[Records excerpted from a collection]
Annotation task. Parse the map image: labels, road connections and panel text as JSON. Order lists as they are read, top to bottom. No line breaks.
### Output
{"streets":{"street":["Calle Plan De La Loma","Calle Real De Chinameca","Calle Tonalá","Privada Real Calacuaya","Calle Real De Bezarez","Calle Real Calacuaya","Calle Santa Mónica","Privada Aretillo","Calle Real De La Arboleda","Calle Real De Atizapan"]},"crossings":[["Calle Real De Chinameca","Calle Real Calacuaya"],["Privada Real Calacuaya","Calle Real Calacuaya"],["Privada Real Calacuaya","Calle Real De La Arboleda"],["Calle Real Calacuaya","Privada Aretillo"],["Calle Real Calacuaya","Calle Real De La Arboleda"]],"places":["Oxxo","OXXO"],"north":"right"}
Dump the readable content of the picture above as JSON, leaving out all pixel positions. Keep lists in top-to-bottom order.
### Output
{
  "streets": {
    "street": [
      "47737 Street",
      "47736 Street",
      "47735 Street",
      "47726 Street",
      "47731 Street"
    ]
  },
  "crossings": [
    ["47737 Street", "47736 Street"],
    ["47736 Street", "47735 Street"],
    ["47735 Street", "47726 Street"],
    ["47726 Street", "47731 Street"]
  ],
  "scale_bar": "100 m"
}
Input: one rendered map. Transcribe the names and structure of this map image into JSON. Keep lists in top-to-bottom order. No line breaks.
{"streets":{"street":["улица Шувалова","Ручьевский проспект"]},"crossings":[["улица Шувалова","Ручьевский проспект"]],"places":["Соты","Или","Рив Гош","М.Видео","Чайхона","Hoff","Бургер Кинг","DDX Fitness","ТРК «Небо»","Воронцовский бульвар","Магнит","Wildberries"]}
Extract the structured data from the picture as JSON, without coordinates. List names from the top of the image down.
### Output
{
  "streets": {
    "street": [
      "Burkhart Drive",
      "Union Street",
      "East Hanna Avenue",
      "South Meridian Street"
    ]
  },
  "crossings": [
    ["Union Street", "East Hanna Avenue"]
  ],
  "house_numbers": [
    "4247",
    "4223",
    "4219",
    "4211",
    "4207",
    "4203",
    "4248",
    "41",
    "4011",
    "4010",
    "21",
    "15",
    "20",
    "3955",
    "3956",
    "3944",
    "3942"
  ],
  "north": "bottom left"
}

_Your instructions_.
Each line above that has the word "picture" must be copied.

_Answer box_.
Dump the readable content of the picture above as JSON, leaving out all pixel positions. Keep lists in top-to-bottom order.
Extract the structured data from the picture as JSON, without coordinates. List names from the top of the image down.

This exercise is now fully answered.